» **WORK TO BE COMPLETED**
When you reach the line in the data below that contains "c.strokeStyle = color;", please start repeating lines exactly, and stop after the line that contains "c.translate(x, y);", repeating nothing else.

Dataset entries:
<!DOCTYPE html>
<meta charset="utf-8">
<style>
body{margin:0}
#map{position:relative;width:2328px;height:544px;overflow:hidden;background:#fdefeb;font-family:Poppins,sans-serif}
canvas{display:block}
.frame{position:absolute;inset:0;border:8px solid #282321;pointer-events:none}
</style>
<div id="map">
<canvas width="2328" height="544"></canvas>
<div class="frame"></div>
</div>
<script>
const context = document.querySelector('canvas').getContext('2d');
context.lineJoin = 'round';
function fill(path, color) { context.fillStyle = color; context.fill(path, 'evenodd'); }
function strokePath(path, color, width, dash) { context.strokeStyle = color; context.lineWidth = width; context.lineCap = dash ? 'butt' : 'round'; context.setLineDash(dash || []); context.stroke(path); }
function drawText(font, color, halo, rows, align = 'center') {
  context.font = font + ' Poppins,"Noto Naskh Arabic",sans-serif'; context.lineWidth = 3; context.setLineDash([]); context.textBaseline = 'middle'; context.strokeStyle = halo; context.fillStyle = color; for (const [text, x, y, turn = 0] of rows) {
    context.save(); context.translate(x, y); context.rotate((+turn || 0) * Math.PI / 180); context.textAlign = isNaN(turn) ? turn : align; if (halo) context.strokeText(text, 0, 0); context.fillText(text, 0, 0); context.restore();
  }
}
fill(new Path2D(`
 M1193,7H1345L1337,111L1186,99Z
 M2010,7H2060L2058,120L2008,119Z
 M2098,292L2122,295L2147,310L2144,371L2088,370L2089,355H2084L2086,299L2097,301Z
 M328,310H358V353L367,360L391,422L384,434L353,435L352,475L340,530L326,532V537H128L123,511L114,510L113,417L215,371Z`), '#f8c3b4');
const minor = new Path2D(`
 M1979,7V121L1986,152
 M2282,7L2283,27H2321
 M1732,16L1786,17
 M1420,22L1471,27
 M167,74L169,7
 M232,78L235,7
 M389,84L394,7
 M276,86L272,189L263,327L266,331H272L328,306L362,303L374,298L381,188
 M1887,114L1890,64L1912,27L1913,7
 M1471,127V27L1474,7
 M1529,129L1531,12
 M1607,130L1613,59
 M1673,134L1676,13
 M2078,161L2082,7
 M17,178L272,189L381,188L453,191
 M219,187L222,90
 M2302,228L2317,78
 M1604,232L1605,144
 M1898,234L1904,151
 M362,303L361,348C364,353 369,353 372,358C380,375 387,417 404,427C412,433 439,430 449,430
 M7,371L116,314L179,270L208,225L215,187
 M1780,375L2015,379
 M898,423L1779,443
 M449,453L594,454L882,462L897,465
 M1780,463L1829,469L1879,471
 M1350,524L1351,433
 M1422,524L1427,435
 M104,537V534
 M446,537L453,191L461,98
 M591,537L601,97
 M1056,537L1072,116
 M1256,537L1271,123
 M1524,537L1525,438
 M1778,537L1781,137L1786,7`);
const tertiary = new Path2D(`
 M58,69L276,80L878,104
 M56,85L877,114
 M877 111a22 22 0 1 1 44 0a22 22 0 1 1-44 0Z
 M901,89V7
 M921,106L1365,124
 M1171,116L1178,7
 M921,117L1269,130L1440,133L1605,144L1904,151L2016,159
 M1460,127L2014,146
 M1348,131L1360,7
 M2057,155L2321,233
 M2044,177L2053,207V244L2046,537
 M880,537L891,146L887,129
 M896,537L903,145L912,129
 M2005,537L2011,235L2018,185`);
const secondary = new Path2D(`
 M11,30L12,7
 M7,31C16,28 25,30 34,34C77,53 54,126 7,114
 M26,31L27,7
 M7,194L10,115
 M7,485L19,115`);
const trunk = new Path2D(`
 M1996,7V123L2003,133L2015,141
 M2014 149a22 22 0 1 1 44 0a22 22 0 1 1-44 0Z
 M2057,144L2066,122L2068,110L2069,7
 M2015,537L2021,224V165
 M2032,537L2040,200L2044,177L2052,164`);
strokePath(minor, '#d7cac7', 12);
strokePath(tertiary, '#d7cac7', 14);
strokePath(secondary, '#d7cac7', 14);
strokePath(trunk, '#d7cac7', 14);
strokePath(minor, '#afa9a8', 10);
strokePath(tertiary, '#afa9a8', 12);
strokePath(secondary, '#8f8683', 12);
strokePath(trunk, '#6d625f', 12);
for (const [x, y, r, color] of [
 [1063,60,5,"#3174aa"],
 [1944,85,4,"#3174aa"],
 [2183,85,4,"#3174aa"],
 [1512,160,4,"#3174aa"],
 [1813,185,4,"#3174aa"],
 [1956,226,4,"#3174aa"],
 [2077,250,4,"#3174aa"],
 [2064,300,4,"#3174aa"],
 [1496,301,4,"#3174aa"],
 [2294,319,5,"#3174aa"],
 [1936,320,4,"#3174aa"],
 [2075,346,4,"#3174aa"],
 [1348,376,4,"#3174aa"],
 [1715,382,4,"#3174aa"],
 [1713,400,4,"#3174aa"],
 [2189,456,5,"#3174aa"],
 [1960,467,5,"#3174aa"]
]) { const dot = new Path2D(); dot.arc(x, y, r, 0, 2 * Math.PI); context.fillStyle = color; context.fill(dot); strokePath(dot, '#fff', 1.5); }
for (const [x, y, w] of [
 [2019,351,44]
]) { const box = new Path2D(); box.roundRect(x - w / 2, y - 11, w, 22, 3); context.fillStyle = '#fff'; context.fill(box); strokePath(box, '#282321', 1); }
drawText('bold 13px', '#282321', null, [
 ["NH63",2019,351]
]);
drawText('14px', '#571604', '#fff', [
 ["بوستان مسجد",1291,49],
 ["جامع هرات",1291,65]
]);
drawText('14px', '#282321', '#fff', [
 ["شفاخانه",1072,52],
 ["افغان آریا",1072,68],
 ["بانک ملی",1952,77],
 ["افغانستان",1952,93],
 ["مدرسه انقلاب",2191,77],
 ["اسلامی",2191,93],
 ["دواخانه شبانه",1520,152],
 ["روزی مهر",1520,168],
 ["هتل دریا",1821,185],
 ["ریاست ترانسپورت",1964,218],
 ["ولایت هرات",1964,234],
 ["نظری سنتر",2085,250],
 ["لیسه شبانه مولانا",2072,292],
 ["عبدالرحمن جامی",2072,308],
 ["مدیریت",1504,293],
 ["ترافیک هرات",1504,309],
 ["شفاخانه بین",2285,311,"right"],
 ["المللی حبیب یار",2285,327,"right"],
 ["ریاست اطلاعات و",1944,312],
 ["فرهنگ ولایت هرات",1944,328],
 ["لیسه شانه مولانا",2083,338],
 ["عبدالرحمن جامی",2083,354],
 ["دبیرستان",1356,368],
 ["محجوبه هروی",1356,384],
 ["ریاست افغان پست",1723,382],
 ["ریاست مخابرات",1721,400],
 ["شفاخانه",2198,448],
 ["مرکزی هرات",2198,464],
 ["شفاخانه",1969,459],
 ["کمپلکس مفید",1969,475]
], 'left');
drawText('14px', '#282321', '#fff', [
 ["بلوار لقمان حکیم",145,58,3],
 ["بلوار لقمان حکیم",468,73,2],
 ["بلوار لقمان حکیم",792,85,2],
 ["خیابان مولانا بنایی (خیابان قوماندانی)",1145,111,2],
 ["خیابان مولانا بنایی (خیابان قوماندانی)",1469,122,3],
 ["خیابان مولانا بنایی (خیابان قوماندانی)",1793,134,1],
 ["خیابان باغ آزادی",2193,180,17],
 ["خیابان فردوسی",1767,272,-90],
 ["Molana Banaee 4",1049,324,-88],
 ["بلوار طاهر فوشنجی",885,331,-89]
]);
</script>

---

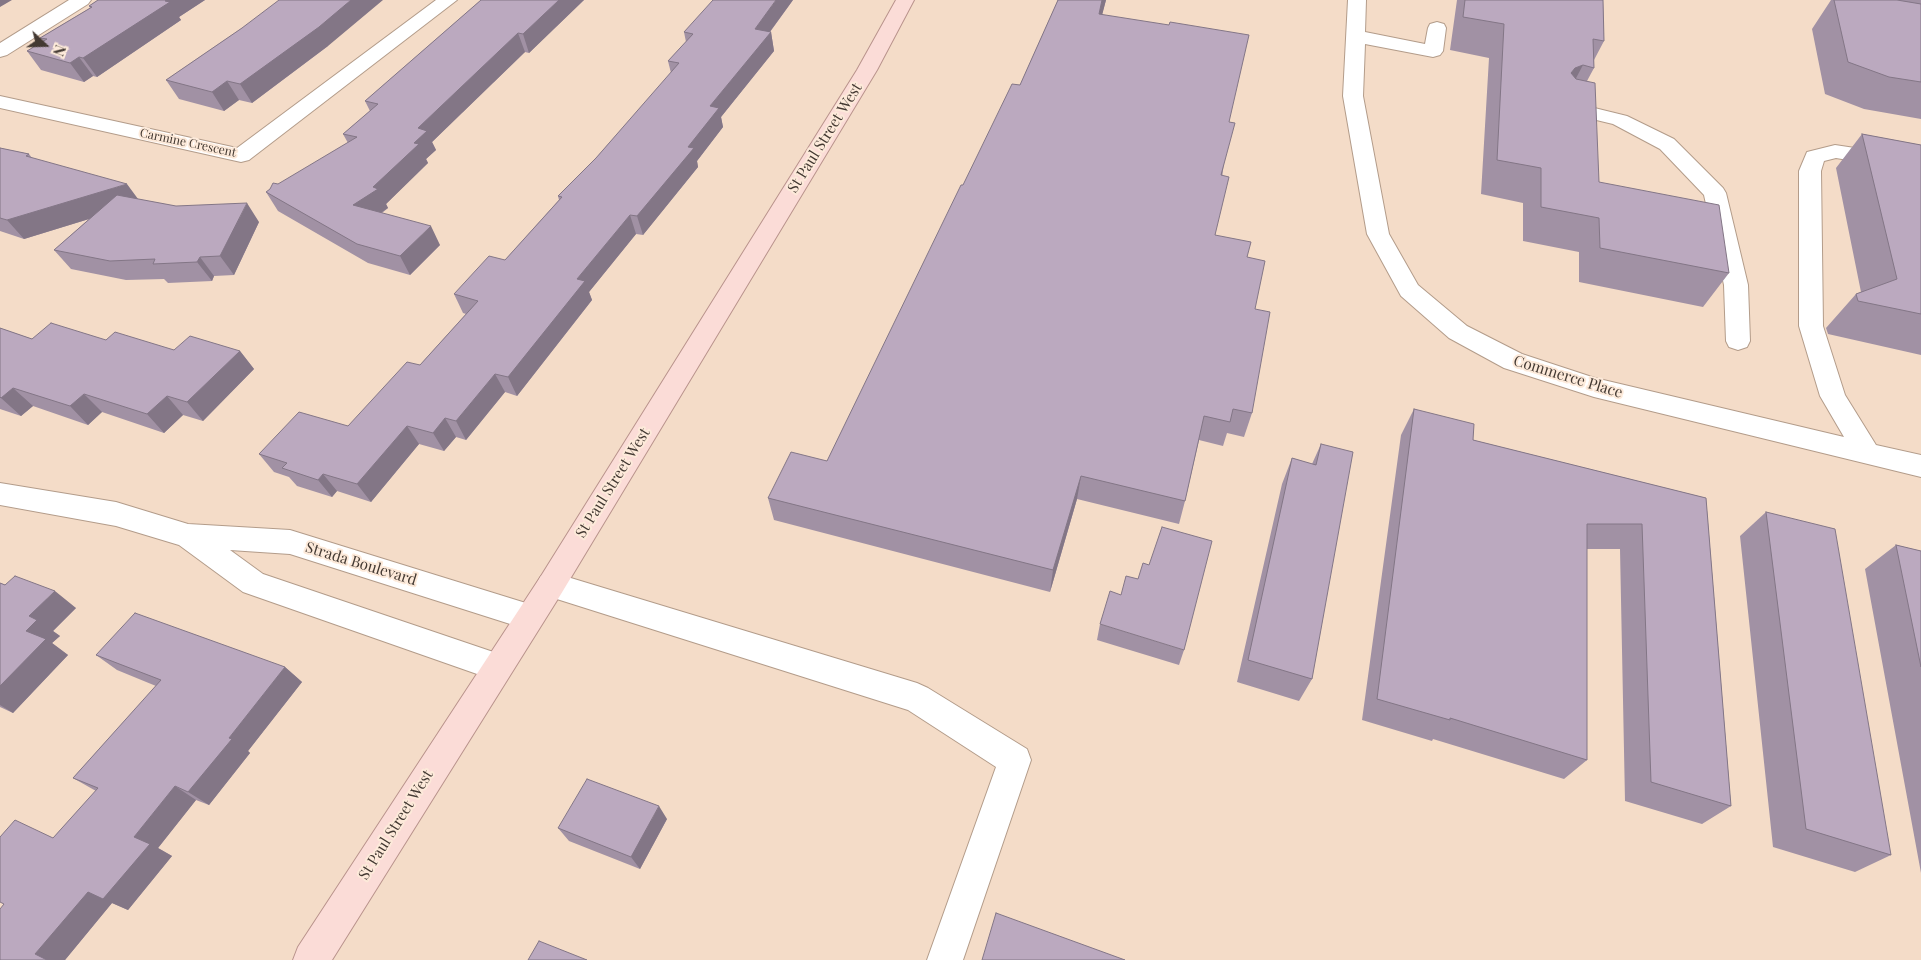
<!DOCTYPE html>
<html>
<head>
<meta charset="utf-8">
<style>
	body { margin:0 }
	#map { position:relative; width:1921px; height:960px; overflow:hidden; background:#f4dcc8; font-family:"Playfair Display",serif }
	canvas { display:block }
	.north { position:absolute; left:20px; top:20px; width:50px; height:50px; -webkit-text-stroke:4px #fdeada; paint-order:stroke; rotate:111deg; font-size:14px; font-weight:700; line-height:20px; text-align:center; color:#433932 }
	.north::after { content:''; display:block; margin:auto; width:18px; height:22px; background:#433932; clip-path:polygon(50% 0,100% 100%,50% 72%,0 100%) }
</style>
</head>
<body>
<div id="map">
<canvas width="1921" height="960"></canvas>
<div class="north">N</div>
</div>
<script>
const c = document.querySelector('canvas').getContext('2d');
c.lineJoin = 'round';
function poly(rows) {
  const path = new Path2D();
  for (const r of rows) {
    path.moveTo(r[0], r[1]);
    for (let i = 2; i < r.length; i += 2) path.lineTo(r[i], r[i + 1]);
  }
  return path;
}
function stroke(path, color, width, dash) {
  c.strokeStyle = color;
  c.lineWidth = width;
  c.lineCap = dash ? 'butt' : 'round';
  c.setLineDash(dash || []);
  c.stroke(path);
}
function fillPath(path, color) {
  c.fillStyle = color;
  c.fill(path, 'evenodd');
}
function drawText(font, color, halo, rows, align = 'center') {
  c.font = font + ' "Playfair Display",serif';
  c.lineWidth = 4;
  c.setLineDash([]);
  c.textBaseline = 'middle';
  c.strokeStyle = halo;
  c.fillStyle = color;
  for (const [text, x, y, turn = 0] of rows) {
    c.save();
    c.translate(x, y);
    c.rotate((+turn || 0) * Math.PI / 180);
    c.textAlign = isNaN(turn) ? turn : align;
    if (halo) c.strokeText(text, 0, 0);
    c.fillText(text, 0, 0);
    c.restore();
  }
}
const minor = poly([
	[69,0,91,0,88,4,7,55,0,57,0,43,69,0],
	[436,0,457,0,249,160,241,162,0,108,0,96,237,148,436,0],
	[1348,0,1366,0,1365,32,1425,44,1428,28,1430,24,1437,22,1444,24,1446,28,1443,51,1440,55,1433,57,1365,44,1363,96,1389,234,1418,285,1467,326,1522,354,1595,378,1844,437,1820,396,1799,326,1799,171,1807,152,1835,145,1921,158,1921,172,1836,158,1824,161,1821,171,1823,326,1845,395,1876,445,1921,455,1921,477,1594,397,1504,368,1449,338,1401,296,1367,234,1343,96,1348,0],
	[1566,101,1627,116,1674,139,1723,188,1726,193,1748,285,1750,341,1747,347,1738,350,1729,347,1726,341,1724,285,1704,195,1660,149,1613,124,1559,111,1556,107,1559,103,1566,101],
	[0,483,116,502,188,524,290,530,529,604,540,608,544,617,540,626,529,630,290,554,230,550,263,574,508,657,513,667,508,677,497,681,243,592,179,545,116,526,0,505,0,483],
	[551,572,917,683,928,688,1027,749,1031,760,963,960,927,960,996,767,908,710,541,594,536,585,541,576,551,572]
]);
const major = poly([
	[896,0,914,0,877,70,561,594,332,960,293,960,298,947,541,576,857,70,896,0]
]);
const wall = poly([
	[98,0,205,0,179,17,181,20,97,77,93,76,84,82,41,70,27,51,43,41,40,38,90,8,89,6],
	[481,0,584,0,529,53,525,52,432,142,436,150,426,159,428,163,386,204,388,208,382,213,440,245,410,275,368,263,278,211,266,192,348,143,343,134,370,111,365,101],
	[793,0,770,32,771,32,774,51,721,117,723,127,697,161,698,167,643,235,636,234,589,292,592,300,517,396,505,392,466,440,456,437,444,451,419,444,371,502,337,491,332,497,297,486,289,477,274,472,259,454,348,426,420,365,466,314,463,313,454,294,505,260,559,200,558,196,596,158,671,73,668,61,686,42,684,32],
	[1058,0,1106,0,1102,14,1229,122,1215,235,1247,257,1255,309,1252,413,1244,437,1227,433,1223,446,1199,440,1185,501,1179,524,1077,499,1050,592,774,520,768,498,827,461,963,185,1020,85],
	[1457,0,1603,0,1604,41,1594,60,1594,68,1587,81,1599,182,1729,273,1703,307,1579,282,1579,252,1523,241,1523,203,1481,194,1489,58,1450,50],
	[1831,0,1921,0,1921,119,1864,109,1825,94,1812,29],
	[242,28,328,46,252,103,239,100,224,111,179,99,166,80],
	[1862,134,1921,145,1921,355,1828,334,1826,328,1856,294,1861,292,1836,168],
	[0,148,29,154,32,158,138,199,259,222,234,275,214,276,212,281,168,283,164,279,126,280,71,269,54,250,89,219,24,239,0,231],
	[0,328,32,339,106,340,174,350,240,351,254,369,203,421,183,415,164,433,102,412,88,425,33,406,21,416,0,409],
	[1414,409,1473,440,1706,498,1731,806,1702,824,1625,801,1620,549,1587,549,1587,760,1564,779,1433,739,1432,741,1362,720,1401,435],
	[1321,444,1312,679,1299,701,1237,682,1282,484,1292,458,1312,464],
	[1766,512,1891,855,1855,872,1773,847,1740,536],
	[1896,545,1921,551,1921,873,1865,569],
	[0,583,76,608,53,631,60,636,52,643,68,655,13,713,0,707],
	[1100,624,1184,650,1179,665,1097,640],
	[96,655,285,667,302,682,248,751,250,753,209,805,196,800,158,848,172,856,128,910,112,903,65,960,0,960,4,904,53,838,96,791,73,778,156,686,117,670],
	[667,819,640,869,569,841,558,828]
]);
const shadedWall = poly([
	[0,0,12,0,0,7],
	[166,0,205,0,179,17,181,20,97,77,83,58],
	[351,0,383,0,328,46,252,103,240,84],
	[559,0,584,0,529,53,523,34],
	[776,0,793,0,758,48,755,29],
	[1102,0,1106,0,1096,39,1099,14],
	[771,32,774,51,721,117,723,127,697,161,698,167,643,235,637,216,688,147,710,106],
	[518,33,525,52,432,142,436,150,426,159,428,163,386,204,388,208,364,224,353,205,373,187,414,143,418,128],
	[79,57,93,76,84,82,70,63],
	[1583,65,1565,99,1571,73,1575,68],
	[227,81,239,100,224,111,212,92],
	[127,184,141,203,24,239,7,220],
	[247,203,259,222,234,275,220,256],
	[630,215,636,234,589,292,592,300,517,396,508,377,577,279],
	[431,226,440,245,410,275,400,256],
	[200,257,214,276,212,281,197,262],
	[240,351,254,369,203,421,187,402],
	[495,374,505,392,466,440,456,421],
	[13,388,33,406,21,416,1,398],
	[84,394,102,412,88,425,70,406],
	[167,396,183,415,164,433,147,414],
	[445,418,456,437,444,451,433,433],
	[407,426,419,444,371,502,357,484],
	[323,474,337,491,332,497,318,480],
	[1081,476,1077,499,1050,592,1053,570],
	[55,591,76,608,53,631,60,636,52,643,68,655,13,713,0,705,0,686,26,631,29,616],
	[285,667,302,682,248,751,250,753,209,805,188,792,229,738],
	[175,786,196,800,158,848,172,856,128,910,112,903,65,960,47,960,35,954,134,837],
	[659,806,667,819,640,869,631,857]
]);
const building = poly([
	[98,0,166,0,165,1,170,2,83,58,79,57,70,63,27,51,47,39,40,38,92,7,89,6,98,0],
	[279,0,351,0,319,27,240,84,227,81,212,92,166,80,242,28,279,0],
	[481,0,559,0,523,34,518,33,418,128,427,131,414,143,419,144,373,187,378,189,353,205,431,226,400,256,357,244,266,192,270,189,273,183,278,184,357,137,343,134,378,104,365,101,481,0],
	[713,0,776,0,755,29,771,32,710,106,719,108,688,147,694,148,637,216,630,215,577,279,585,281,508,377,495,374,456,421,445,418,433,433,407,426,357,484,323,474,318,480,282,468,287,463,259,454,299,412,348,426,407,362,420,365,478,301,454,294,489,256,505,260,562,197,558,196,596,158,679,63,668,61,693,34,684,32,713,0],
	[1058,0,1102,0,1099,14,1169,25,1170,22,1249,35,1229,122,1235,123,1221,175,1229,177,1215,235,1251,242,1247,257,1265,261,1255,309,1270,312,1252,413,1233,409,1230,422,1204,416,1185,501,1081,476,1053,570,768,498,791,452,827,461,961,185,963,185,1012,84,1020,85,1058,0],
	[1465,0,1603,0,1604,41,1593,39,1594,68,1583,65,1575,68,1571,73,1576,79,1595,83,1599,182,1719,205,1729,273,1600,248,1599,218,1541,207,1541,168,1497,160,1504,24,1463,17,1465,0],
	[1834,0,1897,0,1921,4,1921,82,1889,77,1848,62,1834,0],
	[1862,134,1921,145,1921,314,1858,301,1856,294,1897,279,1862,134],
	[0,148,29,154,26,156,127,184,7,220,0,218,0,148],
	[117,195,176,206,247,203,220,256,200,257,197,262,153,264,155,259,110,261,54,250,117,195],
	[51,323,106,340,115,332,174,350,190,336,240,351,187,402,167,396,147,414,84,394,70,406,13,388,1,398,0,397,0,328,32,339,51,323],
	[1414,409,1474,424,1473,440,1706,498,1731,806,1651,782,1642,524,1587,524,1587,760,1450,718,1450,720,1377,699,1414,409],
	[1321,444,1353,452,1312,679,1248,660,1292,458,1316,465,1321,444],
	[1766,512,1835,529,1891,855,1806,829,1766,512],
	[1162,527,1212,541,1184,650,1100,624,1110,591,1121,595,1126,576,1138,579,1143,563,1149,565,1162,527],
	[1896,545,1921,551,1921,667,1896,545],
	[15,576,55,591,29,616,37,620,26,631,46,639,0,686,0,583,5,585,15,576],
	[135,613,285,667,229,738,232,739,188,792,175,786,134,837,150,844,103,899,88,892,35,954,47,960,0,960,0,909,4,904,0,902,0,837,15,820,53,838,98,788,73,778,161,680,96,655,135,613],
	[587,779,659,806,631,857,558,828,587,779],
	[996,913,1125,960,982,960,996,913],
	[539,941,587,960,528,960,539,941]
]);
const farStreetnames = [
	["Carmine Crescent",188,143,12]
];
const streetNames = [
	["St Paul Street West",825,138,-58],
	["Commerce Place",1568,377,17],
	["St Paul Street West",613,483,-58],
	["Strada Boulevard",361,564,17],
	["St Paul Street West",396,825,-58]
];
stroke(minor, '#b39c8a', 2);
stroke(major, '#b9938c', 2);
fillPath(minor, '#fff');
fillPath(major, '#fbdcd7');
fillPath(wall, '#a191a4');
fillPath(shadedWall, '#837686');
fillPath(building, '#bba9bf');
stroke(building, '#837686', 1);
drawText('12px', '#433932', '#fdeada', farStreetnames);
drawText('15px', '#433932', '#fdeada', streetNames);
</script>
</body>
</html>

» **RESULT FOR THIS EXERCISE**
  c.strokeStyle = color;
  c.lineWidth = width;
  c.lineCap = dash ? 'butt' : 'round';
  c.setLineDash(dash || []);
  c.stroke(path);
}
function fillPath(path, color) {
  c.fillStyle = color;
  c.fill(path, 'evenodd');
}
function drawText(font, color, halo, rows, align = 'center') {
  c.font = font + ' "Playfair Display",serif';
  c.lineWidth = 4;
  c.setLineDash([]);
  c.textBaseline = 'middle';
  c.strokeStyle = halo;
  c.fillStyle = color;
  for (const [text, x, y, turn = 0] of rows) {
    c.save();
    c.translate(x, y);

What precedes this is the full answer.